Now write a function some_point() which calls rand() to get a random
integer, divides it by RAND_MAX using float arithmetic, and returns the
result as a real number between 0 and 1. Remember that using RAND_MAX
means you have to include
Now have your main program call some_point() twice, setting x and y, and print them:
x = some_point ( );
y = some_point ( );
PRINT X AND Y HERE
These should be "random" real numbers between 0 and 1.
Task 2: we are going to need to flip a three-sided coin, that is, to randomly get values 0, 1 or 2. Write a function called flip() which calls rand() to get a random integer, takes its remainder modulo 3, and returns that integer as the "result" of the coin flip. You will have to "declare" int flip(void); at the beginning of your program, also.
Just for a check, call flip() 10 times:
x = some_point ( );
y = some_point ( );
PRINT X AND Y HERE
FOR 10 TIMES
j = flip ( );
PRINT J;
END LOOP
Task 3: Now we imagine that our point (x,y) is inside the triangle whose three corners are (0,0), (1,0) and (0,1). Now we are going to flip the coin and move halfway between (x,y) and corner 0, 1, or 2:
x = some_point ( );
y = some_point ( );
PRINT X AND Y HERE
FOR 10 TIMES
j = flip ( );
PRINT j
if J is 0
x = average of x and 0
y = average of y and 0
but if J is 1
x = average of x and 1
y = average of y and 0
otherwise
x = average of x and 0
y = average of y and 1
PRINT X AND Y HERE
END LOOP
Task 4: Your list of points should stay in the unit square. We'd like to simplify this data by imagining that it occurs on a sort of checkerboard made of "cells". Instead of keeping track of the exact (x,y), we'd just like to keep track of what cell we are in. If we divide the interval [0,1] into n subintervals, than a typical value x corresponds to interval i=(int)(x*n). A point (x,y) will belong in cell (i,j), where i=(int)(x*n) and j=(int)(y*n).
Create a function locate(n,x) which takes as input the number n, and the value x, and returns the interval locate=(int)(x*n). Set the value of n to 10. Use this function to determine the i1 and j1 indices of the cell for each point (x,y).

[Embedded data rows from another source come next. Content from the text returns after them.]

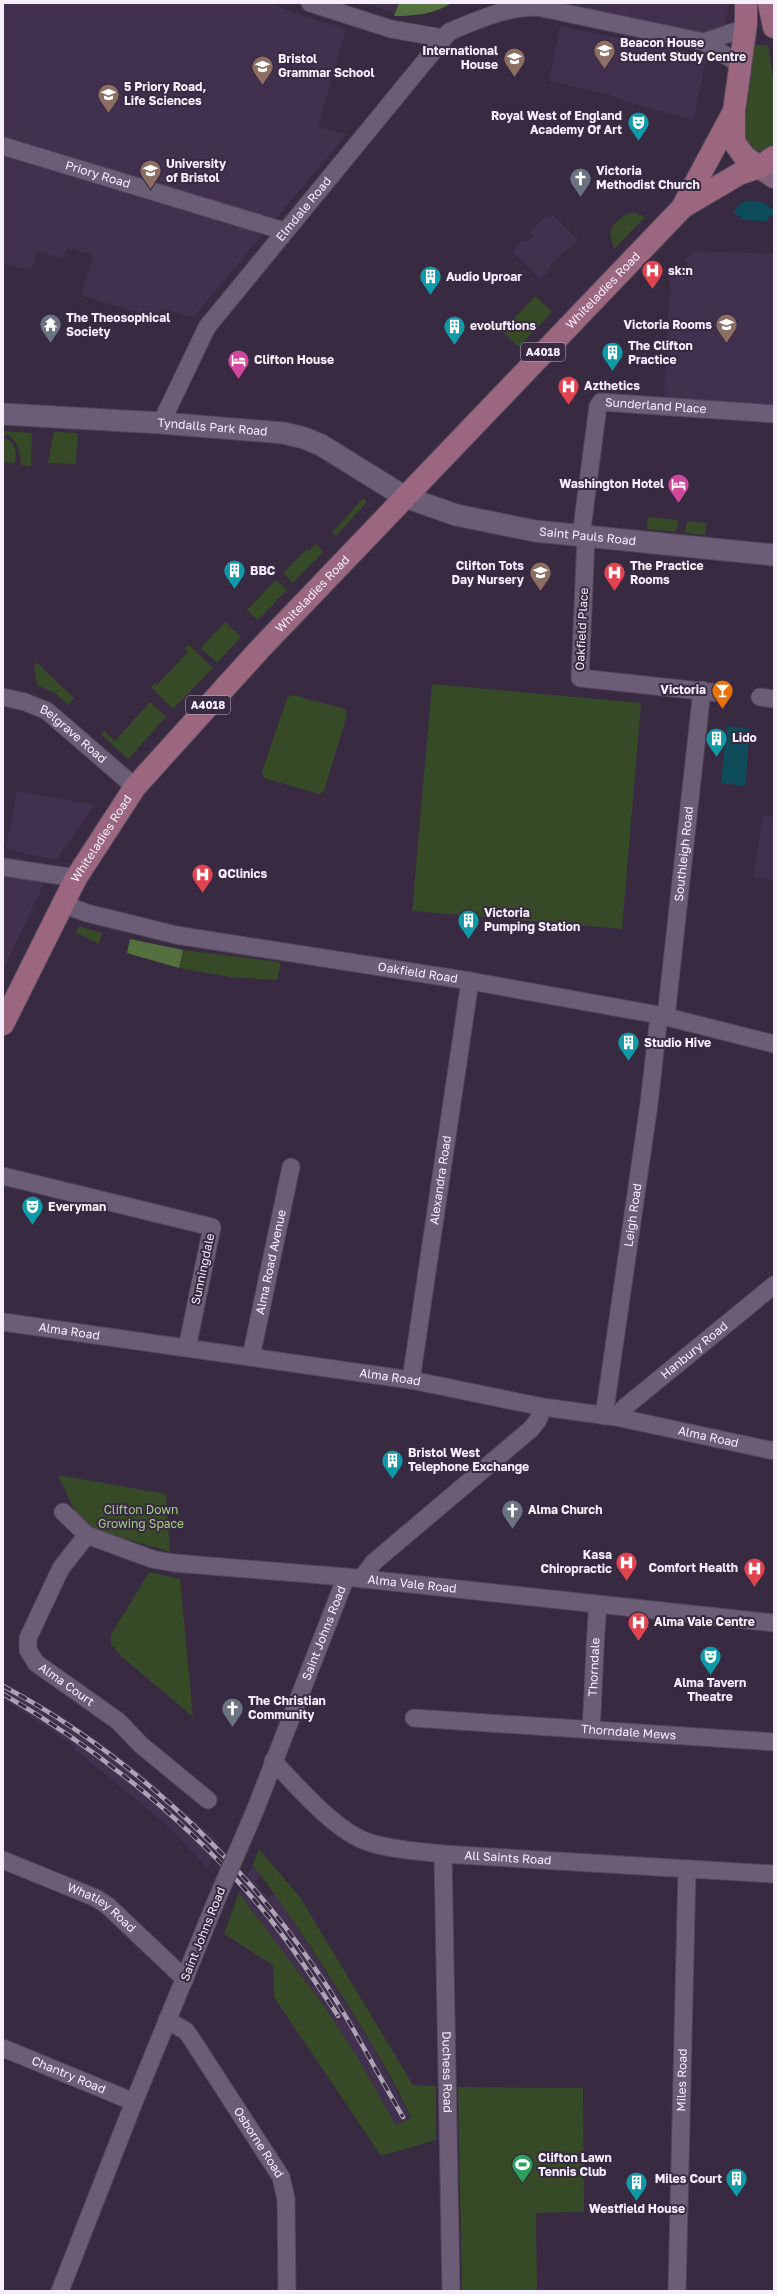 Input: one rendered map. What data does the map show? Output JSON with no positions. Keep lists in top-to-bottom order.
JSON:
{
  "streets": {
    "main road": ["Whiteladies Road", "A4018"],
    "street": [
      "Priory Road",
      "Elmdale Road",
      "Sunderland Place",
      "Tyndalls Park Road",
      "Saint Pauls Road",
      "Oakfield Place",
      "Belgrave Road",
      "Southleigh Road",
      "Oakfield Road",
      "Alexandra Road",
      "Leigh Road",
      "Alma Road Avenue",
      "Sunningdale",
      "Alma Road",
      "Hanbury Road",
      "Alma Vale Road",
      "Saint Johns Road",
      "Thorndale",
      "Alma Court",
      "Thorndale Mews",
      "All Saints Road",
      "Whatley Road",
      "Duchess Road",
      "Chantry Road",
      "Miles Road",
      "Osborne Road"
    ]
  },
  "crossings": [
    ["Priory Road", "Elmdale Road"],
    ["Elmdale Road", "Tyndalls Park Road"],
    ["Whiteladies Road", "A4018"],
    ["Whiteladies Road", "Tyndalls Park Road"],
    ["Whiteladies Road", "Saint Pauls Road"],
    ["Whiteladies Road", "Belgrave Road"],
    ["Whiteladies Road", "Oakfield Road"],
    ["Sunderland Place", "Saint Pauls Road"],
    ["Sunderland Place", "Oakfield Place"],
    ["Tyndalls Park Road", "Saint Pauls Road"],
    ["Saint Pauls Road", "Oakfield Place"],
    ["Oakfield Place", "Southleigh Road"],
    ["Southleigh Road", "Oakfield Road"],
    ["Southleigh Road", "Leigh Road"],
    ["Oakfield Road", "Alexandra Road"],
    ["Oakfield Road", "Leigh Road"],
    ["Alexandra Road", "Alma Road"],
    ["Leigh Road", "Alma Road"],
    ["Leigh Road", "Hanbury Road"],
    ["Alma Road Avenue", "Alma Road"],
    ["Sunningdale", "Alma Road"],
    ["Alma Road", "Hanbury Road"],
    ["Alma Road", "Saint Johns Road"],
    ["Alma Vale Road", "Saint Johns Road"],
    ["Alma Vale Road", "Thorndale"],
    ["Alma Vale Road", "Alma Court"],
    ["Saint Johns Road", "All Saints Road"],
    ["Saint Johns Road", "Whatley Road"],
    ["Saint Johns Road", "Chantry Road"],
    ["Saint Johns Road", "Osborne Road"],
    ["Thorndale", "Thorndale Mews"],
    ["All Saints Road", "Duchess Road"],
    ["All Saints Road", "Miles Road"]
  ],
  "parks": ["Clifton Down Growing Space"],
  "places": {
    "school or university": [
      "Beacon House Student Study Centre",
      "International House",
      "Bristol Grammar School",
      "5 Priory Road, Life Sciences",
      "University of Bristol",
      "Victoria Rooms",
      "Clifton Tots Day Nursery"
    ],
    "theatre": ["Royal West of England Academy Of Art", "Everyman", "Alma Tavern Theatre"],
    "church": ["Victoria Methodist Church", "Alma Church", "The Christian Community"],
    "hospital": [
      "sk:n",
      "Azthetics",
      "The Practice Rooms",
      "QClinics",
      "Kasa Chiropractic",
      "Comfort Health",
      "Alma Vale Centre"
    ],
    "building": [
      "Audio Uproar",
      "evoluftions",
      "The Clifton Practice",
      "BBC",
      "Lido",
      "Victoria Pumping Station",
      "Studio Hive",
      "Bristol West Telephone Exchange",
      "Miles Court",
      "Westfield House"
    ],
    "temple": ["The Theosophical Society"],
    "hotel": ["Clifton House", "Washington Hotel"],
    "bar": ["Victoria"],
    "sports": ["Clifton Lawn Tennis Club"]
  }
}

n = 10; <-- initialize n up here!
x = some_point ( );
y = some_point ( );
PRINT X AND Y HERE
FOR 10 TIMES
j = flip ( );
PRINT j
if J is 0
x = average of x and 0
y = average of y and 0
but if J is 1
x = average of x and 1
y = average of y and 0
otherwise
x = average of x and 0
y = average of y and 1
PRINT X AND Y HERE
i1 = locate(n,x);
j1 = locate(n,y);
PRINT I1 and J1 HERE
END LOOP
Your values I1 and J1 should be between 0 and N-1 = 9.
Task 5: Imagine that instead of looping 10 times, we loop many times. What happens to our point (x,y) as it wanders around? One way to find out is to keep track of how many times it lands in each cell. We can do that by creating a two dimensional array cell[n][n], initializing it to zero, and then setting cell[i1][j1] to 1 if (x,y) lands in the (I1,J1) cell.
n = 10;
int cell[n][n]; <-- remember, we can declare an array this way in C.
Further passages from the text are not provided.